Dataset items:
- - - - -

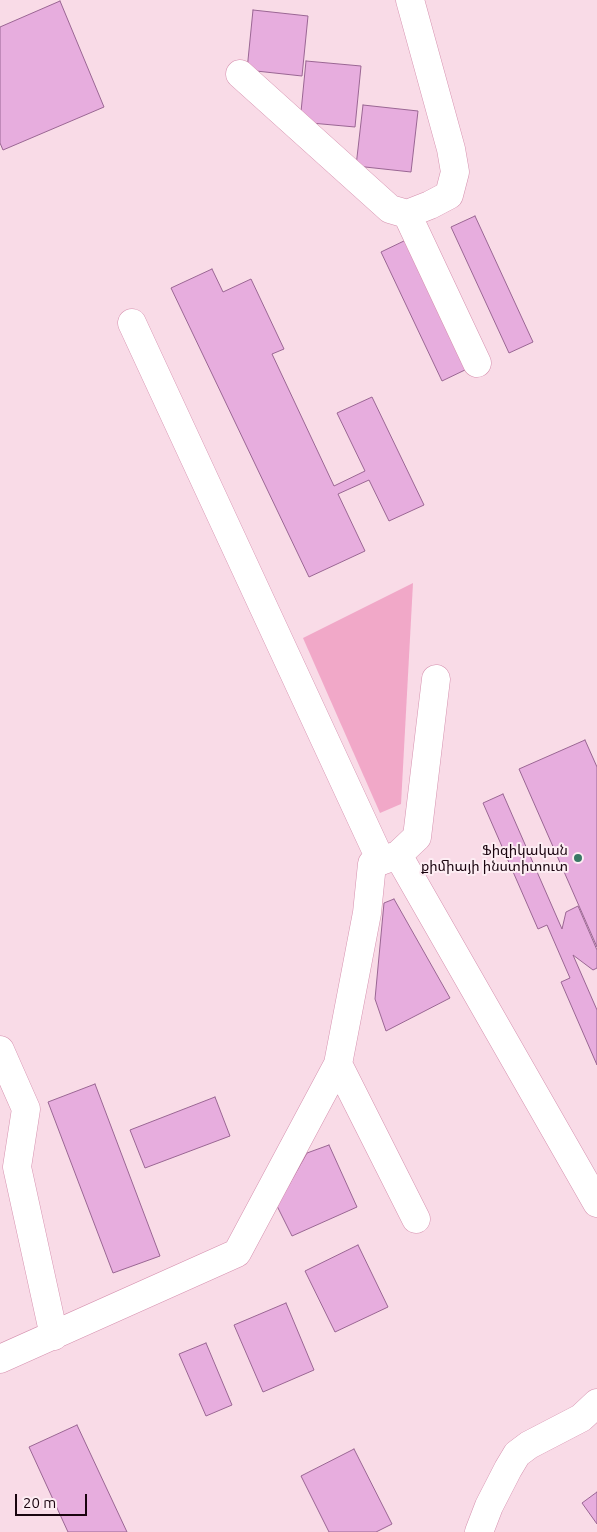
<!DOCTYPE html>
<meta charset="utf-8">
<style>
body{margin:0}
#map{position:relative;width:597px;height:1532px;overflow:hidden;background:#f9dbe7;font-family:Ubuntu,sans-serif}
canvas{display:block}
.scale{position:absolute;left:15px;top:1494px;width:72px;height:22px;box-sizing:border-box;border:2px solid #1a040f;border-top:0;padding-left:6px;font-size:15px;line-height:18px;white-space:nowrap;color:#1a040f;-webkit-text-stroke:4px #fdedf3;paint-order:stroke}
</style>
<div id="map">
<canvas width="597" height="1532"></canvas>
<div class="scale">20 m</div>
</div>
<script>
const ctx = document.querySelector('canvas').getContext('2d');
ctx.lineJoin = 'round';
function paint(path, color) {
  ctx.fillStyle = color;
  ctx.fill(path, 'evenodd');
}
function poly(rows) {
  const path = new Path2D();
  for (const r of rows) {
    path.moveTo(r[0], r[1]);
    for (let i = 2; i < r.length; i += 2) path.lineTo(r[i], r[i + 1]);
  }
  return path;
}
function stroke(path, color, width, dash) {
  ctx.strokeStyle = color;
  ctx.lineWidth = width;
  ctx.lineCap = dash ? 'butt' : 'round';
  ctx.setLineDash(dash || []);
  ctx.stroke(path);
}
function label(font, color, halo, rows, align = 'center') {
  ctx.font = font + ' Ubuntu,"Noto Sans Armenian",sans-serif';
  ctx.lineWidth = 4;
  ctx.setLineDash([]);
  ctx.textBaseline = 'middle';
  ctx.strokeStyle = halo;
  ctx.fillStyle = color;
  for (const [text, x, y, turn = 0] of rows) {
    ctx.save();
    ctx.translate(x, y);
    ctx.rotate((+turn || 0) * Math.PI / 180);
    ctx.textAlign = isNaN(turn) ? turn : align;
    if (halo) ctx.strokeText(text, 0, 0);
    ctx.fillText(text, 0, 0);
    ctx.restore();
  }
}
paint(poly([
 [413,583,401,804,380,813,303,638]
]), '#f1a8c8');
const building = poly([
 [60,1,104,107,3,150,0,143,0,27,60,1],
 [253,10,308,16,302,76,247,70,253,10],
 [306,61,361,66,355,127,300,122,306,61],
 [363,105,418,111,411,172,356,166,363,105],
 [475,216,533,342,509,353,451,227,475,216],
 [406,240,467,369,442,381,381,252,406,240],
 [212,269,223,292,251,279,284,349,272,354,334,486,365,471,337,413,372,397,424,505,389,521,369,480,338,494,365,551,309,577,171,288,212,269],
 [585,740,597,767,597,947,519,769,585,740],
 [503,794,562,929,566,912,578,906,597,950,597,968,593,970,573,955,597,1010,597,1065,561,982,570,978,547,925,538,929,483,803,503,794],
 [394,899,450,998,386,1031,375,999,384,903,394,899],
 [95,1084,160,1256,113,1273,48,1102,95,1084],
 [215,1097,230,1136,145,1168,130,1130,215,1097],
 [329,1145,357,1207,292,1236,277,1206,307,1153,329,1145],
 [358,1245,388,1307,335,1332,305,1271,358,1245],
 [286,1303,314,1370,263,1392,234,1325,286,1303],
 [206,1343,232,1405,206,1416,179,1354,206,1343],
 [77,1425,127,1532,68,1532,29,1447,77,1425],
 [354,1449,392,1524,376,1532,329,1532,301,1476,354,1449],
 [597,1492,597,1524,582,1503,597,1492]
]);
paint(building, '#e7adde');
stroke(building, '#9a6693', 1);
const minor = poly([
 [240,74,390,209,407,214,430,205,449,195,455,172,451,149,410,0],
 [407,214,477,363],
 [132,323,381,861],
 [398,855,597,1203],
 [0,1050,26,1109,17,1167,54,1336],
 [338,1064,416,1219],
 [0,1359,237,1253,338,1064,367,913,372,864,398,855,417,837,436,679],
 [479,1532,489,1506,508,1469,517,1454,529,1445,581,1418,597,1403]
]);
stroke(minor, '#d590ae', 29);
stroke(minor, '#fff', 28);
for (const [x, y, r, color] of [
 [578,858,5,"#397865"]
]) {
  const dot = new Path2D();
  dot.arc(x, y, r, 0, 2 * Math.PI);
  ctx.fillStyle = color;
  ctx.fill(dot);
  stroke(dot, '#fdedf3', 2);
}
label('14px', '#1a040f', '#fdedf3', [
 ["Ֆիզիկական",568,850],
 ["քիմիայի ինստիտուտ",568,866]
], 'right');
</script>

- - - - -

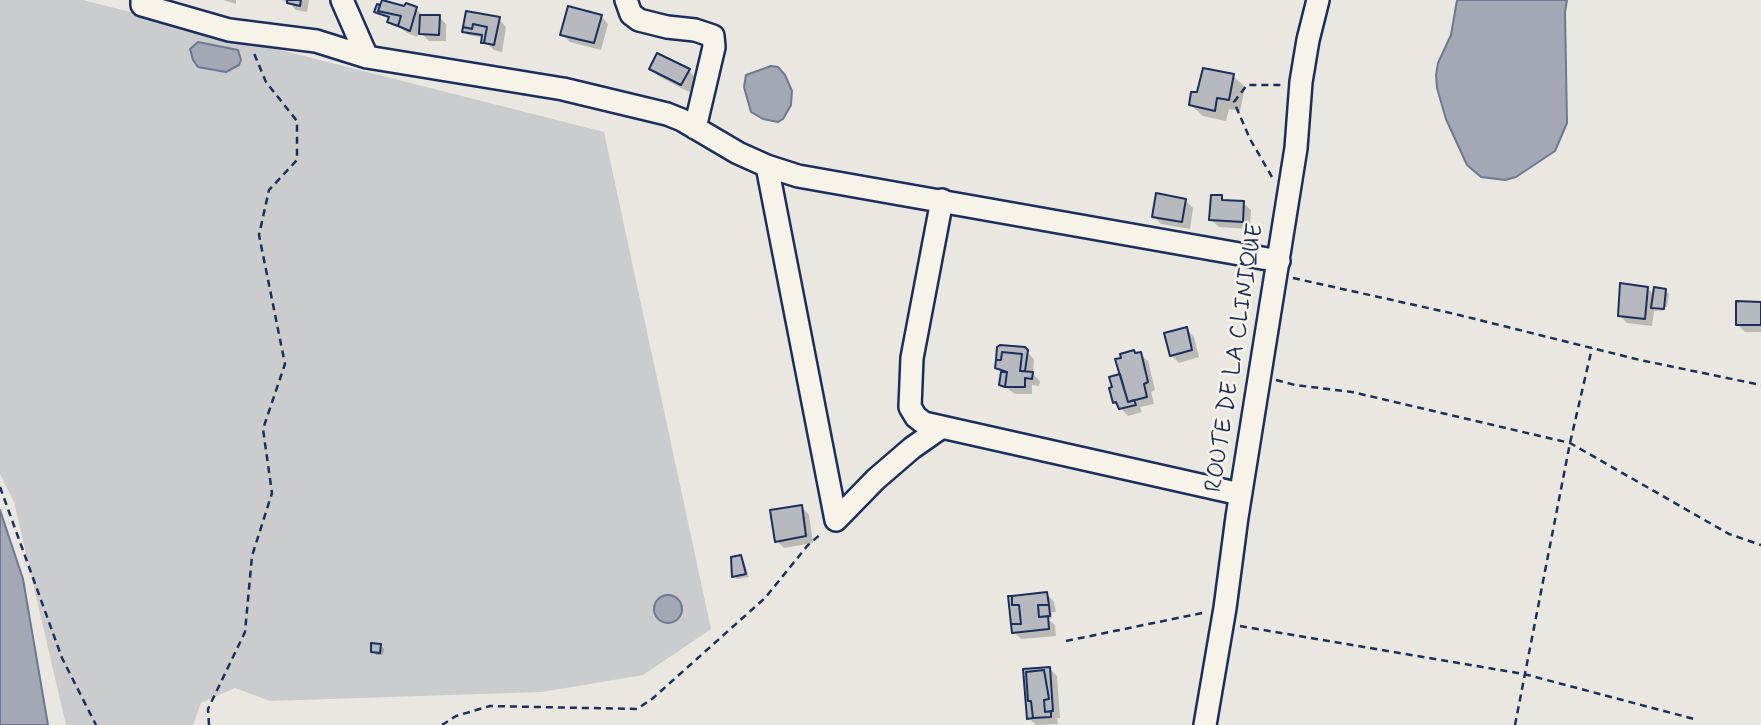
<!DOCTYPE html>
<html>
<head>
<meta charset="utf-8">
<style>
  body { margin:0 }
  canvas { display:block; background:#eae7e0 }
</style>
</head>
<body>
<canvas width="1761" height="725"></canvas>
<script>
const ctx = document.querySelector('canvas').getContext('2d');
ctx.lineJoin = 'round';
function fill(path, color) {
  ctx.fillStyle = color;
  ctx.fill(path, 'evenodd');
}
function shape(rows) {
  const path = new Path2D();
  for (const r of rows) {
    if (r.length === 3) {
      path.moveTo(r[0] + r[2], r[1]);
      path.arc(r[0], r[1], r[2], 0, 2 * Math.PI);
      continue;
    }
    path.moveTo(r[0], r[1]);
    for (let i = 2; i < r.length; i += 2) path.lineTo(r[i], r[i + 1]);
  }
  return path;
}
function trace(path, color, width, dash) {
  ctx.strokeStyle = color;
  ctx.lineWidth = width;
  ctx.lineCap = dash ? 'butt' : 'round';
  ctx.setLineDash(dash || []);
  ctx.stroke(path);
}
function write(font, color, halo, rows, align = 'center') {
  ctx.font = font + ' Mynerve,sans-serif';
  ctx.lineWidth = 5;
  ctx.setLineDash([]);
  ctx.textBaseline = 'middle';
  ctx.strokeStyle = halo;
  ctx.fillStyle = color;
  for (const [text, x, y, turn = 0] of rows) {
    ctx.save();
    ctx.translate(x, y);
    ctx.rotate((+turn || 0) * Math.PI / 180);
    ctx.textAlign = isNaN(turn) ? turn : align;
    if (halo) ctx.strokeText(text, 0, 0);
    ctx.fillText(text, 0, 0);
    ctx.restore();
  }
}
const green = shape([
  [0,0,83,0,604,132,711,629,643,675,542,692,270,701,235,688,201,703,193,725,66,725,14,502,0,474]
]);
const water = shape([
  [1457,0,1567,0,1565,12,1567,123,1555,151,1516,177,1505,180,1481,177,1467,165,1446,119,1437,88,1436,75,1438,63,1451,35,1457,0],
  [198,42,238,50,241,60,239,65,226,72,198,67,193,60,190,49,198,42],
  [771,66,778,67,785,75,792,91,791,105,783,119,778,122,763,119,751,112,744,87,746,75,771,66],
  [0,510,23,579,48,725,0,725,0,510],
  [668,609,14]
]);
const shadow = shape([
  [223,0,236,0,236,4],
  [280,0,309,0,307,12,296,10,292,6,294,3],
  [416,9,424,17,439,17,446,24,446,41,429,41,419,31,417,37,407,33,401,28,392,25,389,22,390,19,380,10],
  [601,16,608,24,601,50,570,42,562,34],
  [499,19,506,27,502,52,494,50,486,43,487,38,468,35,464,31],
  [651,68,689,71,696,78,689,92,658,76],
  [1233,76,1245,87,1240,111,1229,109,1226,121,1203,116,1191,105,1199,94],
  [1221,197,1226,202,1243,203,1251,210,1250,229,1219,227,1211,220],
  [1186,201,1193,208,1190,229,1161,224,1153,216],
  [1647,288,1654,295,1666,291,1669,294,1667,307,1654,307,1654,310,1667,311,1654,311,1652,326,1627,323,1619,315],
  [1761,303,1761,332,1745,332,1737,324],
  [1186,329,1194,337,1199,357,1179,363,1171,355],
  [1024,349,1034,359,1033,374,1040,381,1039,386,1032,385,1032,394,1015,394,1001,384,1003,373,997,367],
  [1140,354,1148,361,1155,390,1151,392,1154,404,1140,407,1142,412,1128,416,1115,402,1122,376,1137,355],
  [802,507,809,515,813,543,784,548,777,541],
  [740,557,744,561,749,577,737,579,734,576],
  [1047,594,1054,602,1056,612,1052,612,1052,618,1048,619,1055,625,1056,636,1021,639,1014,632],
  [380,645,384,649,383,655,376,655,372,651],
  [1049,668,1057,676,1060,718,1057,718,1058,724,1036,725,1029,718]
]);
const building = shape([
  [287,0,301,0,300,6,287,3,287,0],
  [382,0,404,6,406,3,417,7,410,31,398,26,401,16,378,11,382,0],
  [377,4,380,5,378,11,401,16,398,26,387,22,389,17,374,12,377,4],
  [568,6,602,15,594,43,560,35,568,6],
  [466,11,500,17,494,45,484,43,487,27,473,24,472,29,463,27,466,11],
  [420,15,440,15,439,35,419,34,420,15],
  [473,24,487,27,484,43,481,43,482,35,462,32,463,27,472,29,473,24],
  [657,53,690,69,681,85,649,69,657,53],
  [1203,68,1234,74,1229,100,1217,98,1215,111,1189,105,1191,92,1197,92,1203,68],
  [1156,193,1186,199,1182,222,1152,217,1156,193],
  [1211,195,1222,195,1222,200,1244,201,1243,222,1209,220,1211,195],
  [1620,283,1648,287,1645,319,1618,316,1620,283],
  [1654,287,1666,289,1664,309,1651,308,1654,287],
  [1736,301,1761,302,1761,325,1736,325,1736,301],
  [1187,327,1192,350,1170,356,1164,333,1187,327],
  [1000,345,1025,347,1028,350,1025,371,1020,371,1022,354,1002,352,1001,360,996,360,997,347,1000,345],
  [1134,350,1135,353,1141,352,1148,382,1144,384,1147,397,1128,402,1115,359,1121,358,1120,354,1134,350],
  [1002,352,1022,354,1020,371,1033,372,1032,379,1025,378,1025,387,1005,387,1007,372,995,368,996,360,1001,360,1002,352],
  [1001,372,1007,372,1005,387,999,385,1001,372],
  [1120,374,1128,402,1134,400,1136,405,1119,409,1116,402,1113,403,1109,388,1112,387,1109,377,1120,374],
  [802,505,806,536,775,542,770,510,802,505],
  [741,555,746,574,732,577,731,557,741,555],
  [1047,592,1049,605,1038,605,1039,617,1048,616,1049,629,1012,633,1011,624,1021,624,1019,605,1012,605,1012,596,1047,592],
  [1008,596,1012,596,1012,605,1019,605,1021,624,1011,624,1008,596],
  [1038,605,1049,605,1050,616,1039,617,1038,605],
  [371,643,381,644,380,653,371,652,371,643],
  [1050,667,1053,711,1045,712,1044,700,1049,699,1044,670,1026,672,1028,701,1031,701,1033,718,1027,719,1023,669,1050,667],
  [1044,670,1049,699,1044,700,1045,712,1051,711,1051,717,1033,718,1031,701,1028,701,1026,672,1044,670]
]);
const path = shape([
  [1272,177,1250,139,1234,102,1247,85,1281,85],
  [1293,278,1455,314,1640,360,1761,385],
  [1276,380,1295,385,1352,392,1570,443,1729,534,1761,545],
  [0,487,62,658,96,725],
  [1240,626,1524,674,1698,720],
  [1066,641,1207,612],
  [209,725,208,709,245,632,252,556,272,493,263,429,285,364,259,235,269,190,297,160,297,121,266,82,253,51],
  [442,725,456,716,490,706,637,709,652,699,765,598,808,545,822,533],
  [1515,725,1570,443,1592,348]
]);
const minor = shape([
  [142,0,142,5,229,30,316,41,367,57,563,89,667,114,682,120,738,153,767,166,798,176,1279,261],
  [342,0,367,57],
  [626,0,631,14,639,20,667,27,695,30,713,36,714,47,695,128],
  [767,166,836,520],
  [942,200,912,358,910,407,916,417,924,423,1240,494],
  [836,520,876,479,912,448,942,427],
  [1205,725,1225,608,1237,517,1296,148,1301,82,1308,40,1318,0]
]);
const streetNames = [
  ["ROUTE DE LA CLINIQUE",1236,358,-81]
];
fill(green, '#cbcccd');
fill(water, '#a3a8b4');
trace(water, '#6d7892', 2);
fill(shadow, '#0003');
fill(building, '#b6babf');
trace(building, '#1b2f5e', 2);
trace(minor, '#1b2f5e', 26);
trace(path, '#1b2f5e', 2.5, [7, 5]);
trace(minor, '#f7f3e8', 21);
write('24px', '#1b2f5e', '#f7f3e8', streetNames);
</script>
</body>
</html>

- - - - -

Among the lines above, repeat exactly those from the line with "function paint(path, color)" to the line with "function label(font, color, halo, rows, align", counting both ends.

function paint(path, color) {
  ctx.fillStyle = color;
  ctx.fill(path, 'evenodd');
}
function poly(rows) {
  const path = new Path2D();
  for (const r of rows) {
    path.moveTo(r[0], r[1]);
    for (let i = 2; i < r.length; i += 2) path.lineTo(r[i], r[i + 1]);
  }
  return path;
}
function stroke(path, color, width, dash) {
  ctx.strokeStyle = color;
  ctx.lineWidth = width;
  ctx.lineCap = dash ? 'butt' : 'round';
  ctx.setLineDash(dash || []);
  ctx.stroke(path);
}
function label(font, color, halo, rows, align = 'center') {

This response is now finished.